● Provided entries:
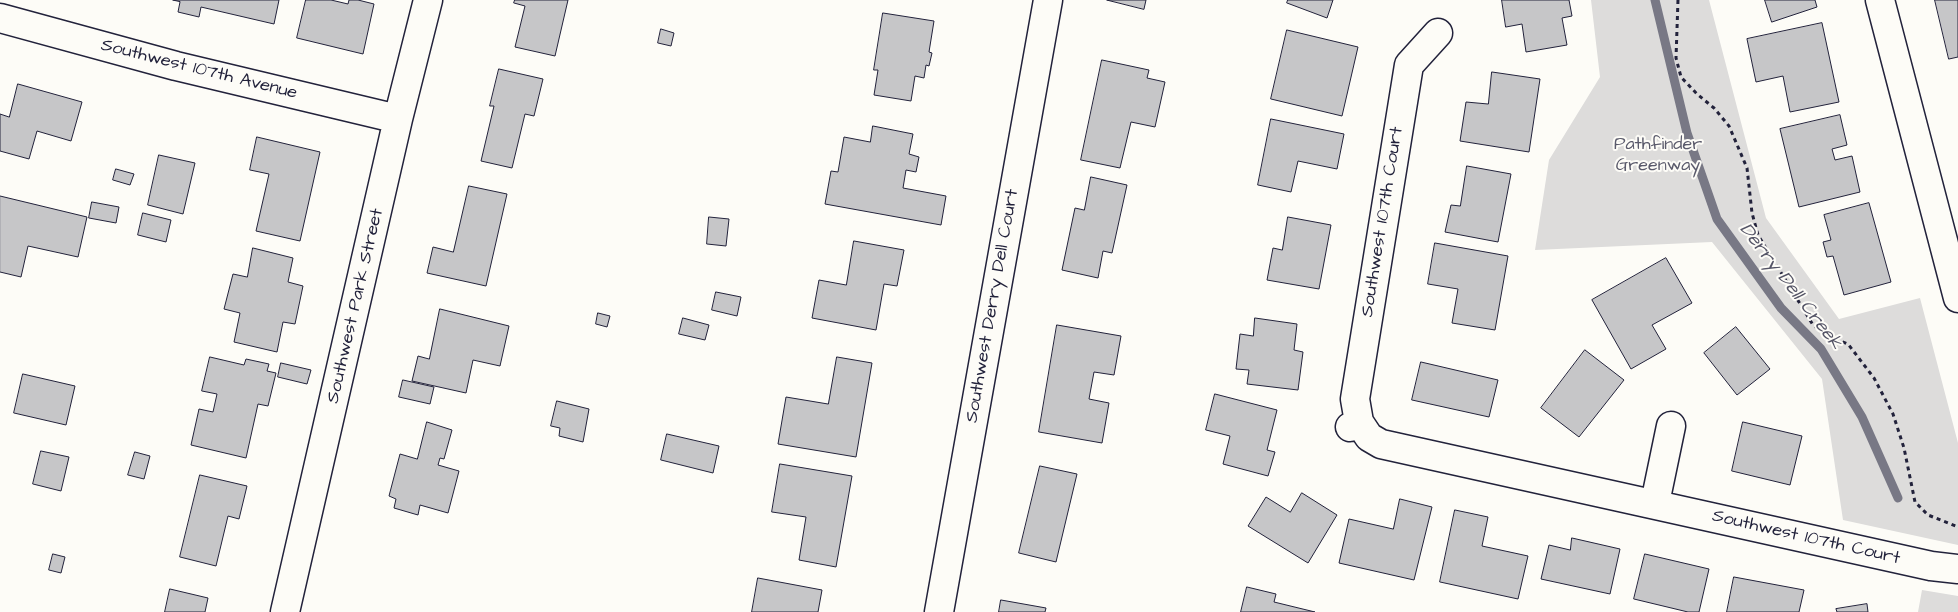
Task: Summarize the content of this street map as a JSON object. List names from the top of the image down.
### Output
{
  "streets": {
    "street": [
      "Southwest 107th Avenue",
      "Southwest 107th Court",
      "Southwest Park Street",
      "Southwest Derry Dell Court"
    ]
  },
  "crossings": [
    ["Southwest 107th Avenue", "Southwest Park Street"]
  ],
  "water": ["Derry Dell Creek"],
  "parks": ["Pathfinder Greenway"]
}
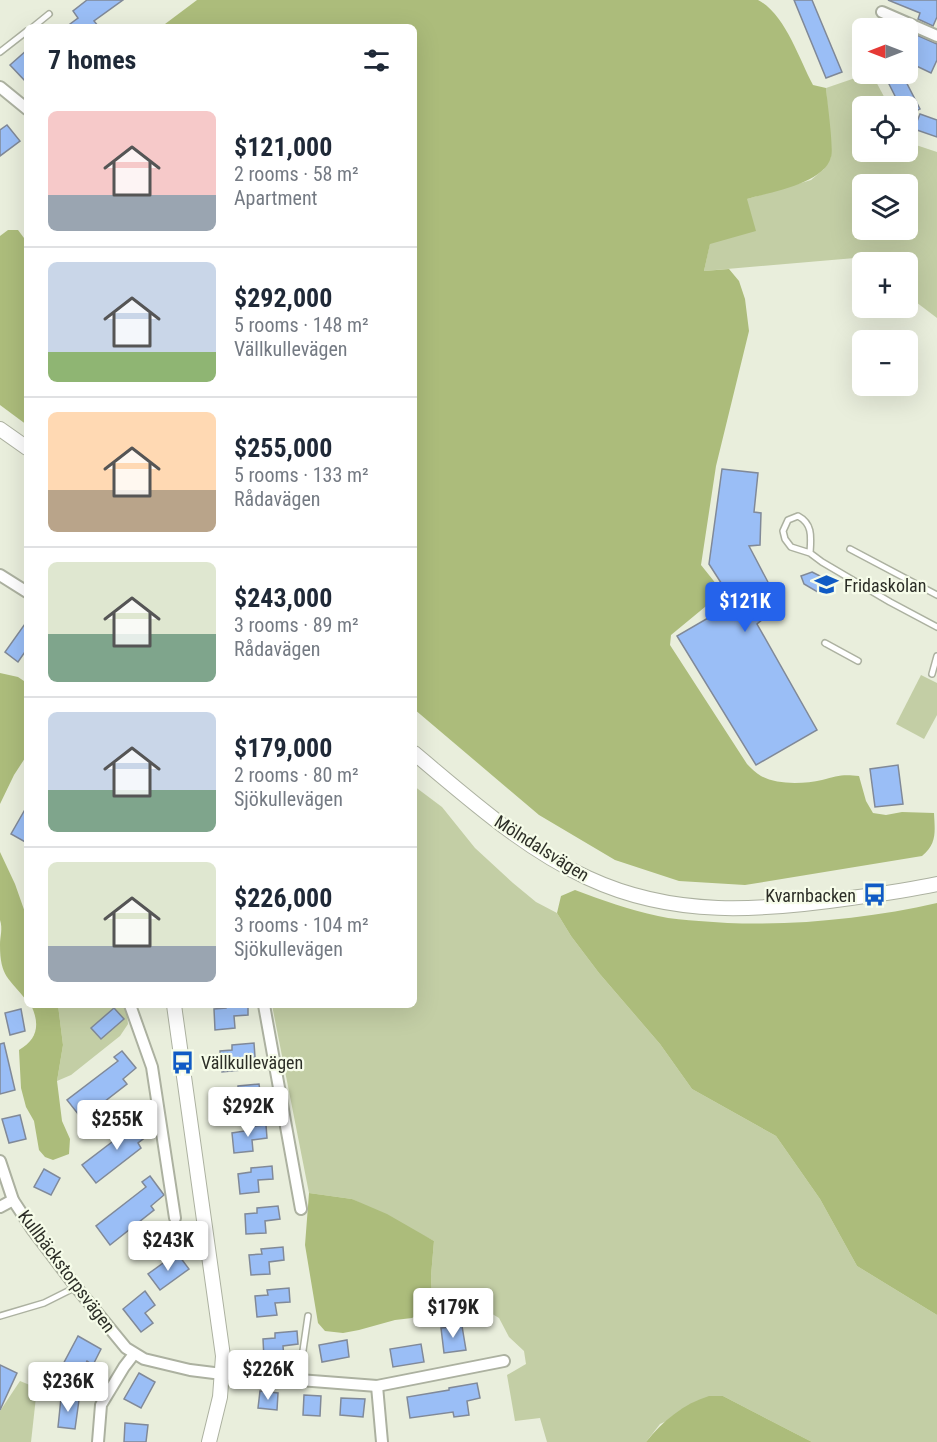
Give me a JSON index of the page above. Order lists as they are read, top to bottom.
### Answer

● Problem requirements: With the pictures removed, return all the entries exactly.

● Final answer:
Task: Summarize the content of this street map as a JSON object. List names from the top of the image down.
### Output
{
  "streets": {
    "street": [
      "Southwest 107th Avenue",
      "Southwest 107th Court",
      "Southwest Park Street",
      "Southwest Derry Dell Court"
    ]
  },
  "crossings": [
    ["Southwest 107th Avenue", "Southwest Park Street"]
  ],
  "water": ["Derry Dell Creek"],
  "parks": ["Pathfinder Greenway"]
}
Give me a JSON index of the page above. Order lists as they are read, top to bottom.
### Answer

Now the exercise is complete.